I thought several times of Indiana Jones as I was climbing funerary towers ancient Palmyrians once used for burying their dead. The corridors stretch from the dark underground to windy towers where I had to do some jumping over a meter and a half wide and up to ten meter deep shafts and then stop safely on a 25 centimetre wide shelf on the opposite side. Interesting.

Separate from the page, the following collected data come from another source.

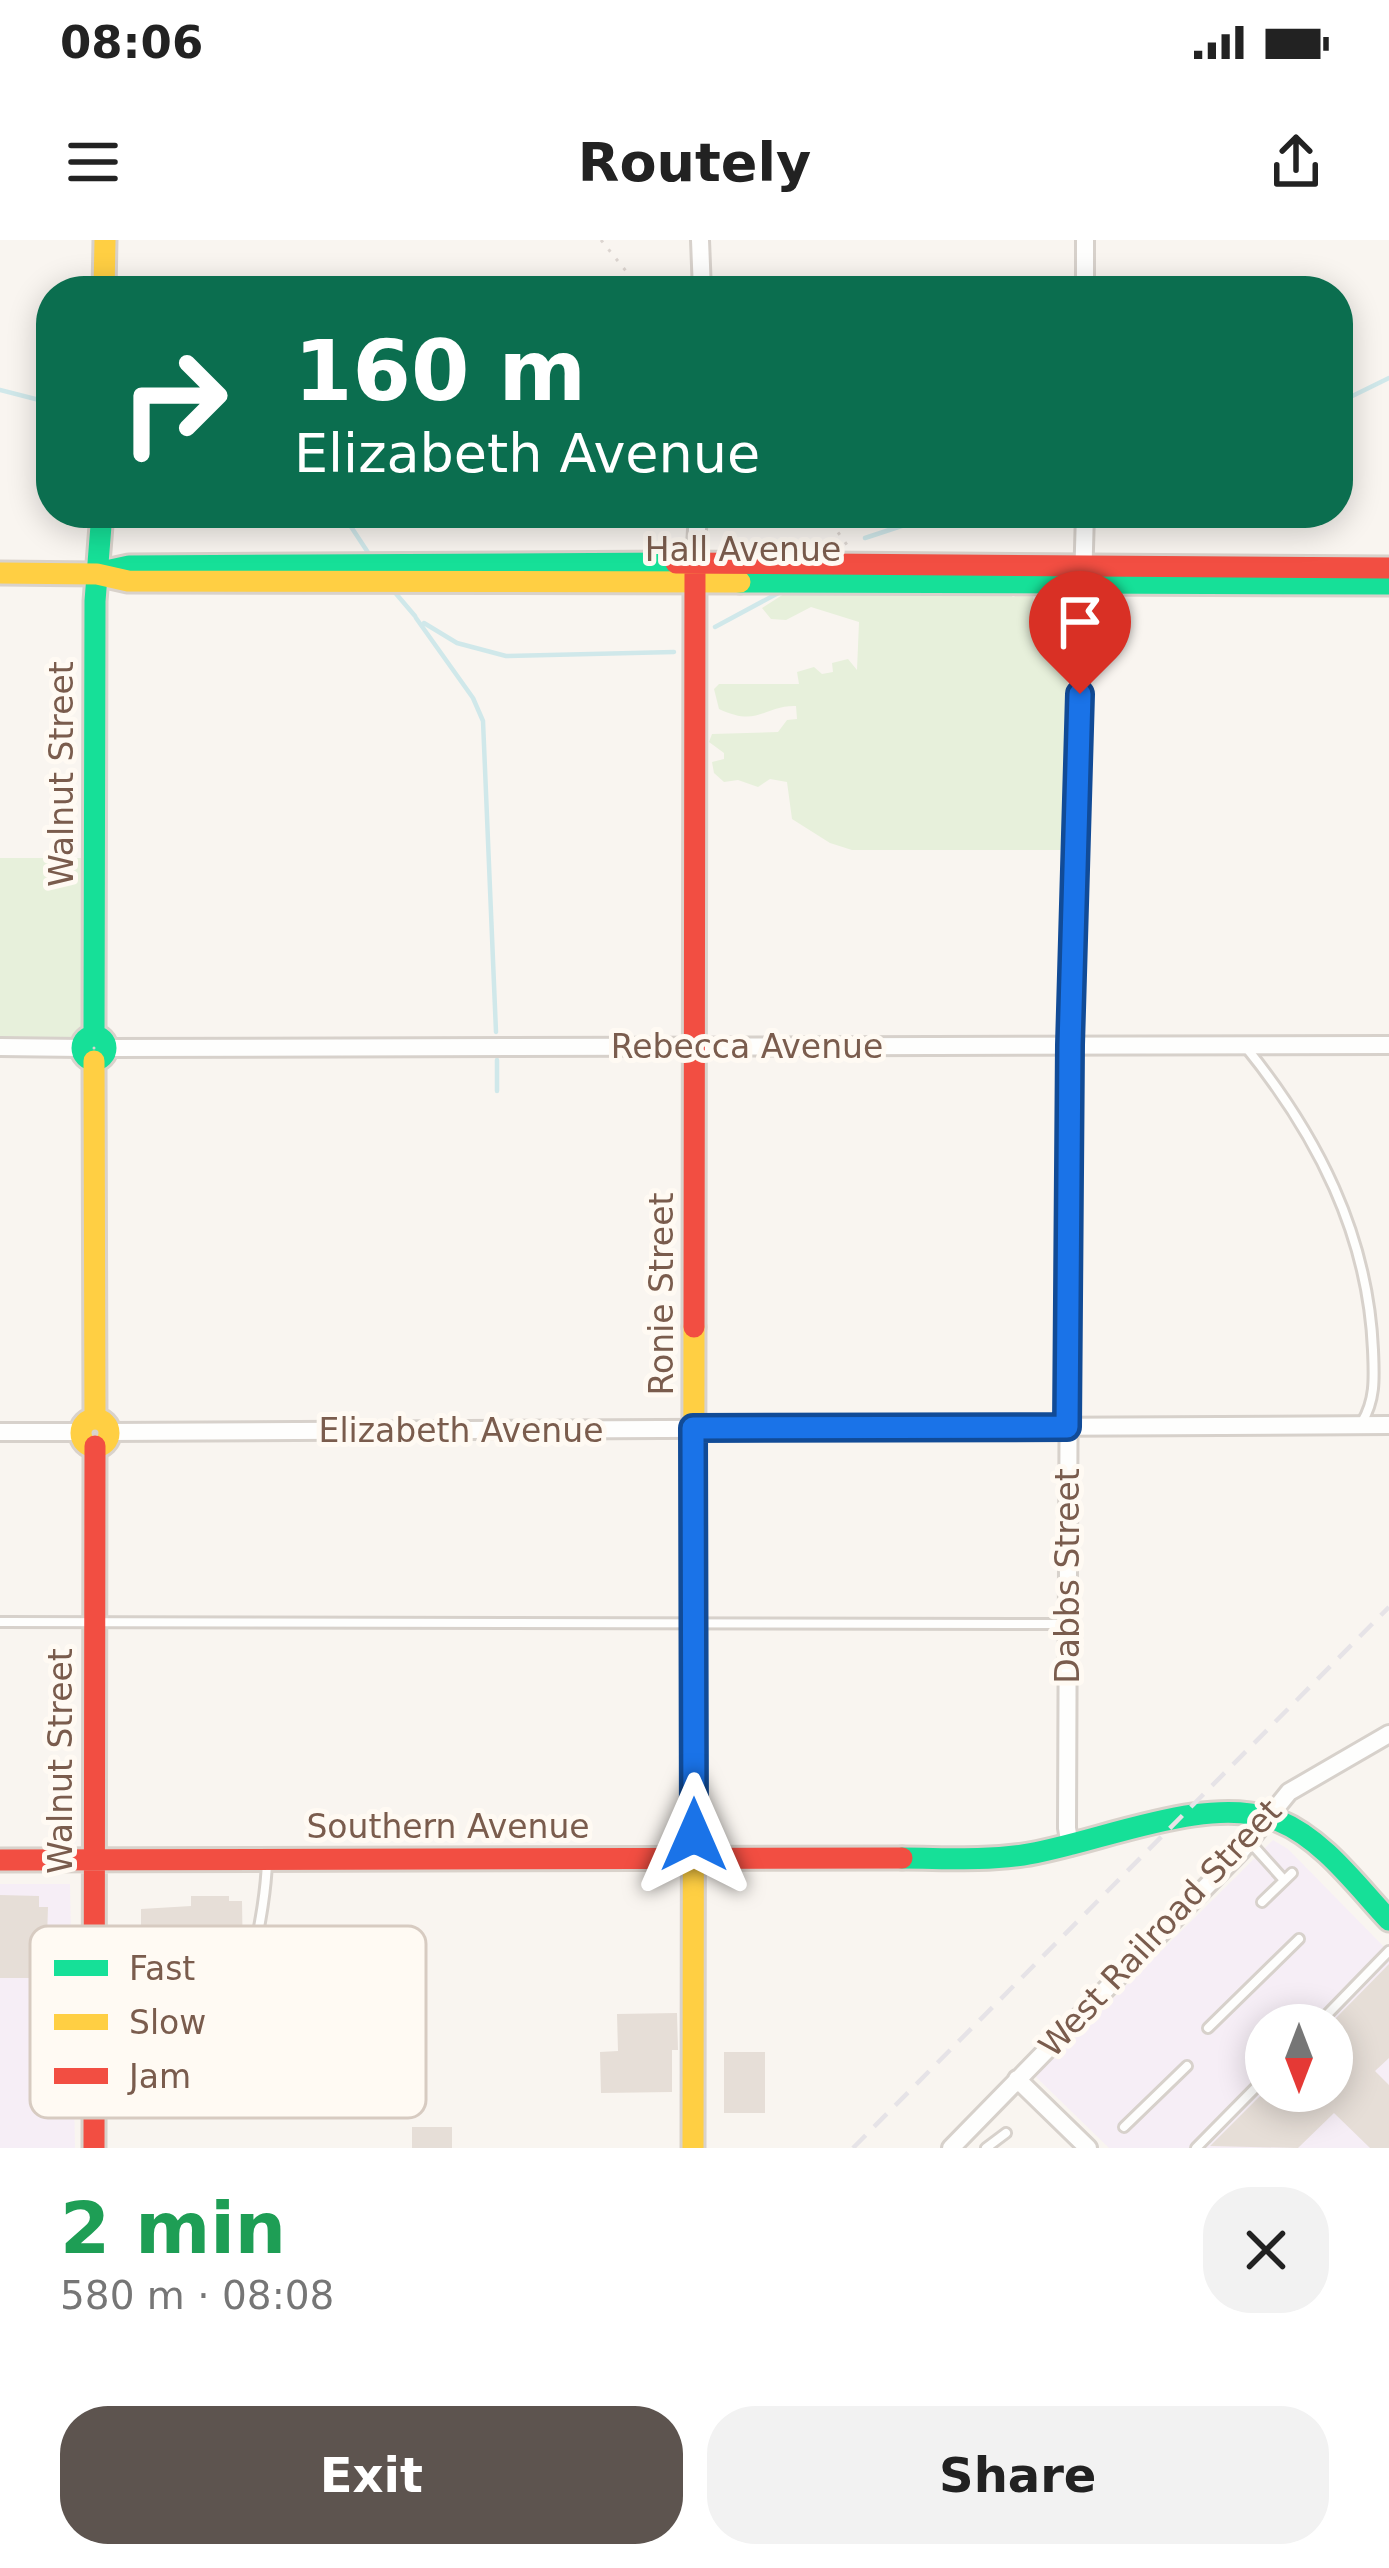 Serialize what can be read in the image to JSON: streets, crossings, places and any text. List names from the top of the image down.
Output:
{
  "streets": {
    "street": [
      "Hall Avenue",
      "Walnut Street",
      "Rebecca Avenue",
      "Ronie Street",
      "Elizabeth Avenue",
      "Dabbs Street",
      "Southern Avenue",
      "West Railroad Street"
    ]
  },
  "crossings": [
    ["Hall Avenue", "Walnut Street"],
    ["Hall Avenue", "Ronie Street"],
    ["Hall Avenue", "Dabbs Street"],
    ["Walnut Street", "Rebecca Avenue"],
    ["Walnut Street", "Elizabeth Avenue"],
    ["Walnut Street", "Southern Avenue"],
    ["Rebecca Avenue", "Ronie Street"],
    ["Rebecca Avenue", "Dabbs Street"],
    ["Ronie Street", "Elizabeth Avenue"],
    ["Ronie Street", "Southern Avenue"],
    ["Elizabeth Avenue", "Dabbs Street"],
    ["Dabbs Street", "Southern Avenue"],
    ["Southern Avenue", "West Railroad Street"]
  ],
  "legend": ["Fast", "Slow", "Jam"],
  "north": "bottom",
  "page": {
    "status": "08:06",
    "header": "Routely",
    "turn": ["160 m", "Elizabeth Avenue"],
    "heading": ["2 min", "580 m · 08:08"],
    "buttons": ["Exit", "Share"]
  }
}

In the afternoon I was planning to head to the east to the Ommayad palace built in the middle of the desert. Right when I measured the co-ordinates of important crossings and the final destination and entered them into the GPS I got the idea about climbing the fortress above the town before leaving. I don't know exactly what was attracting me but I met Klaus and Barbara from Bavaria there. They are travelling all the way around the Mediterranean with their 25-year old Magirus-Deutz, perfectly transformed into an authentic palace on wheels. So they are fulfilling the idea I was thinking about for quite a long time. It's true that the border between Algeria and Morocco is on principle closed, but they think optimistically. Well, I'm starting to think also…

One of the first themes to talk about was of course Libya with its visa-related problems. They are planning to enter it more than less at the same time as me and my friends, so we were thinking about joining our forces as far as the guide cost is concerned. We'll see.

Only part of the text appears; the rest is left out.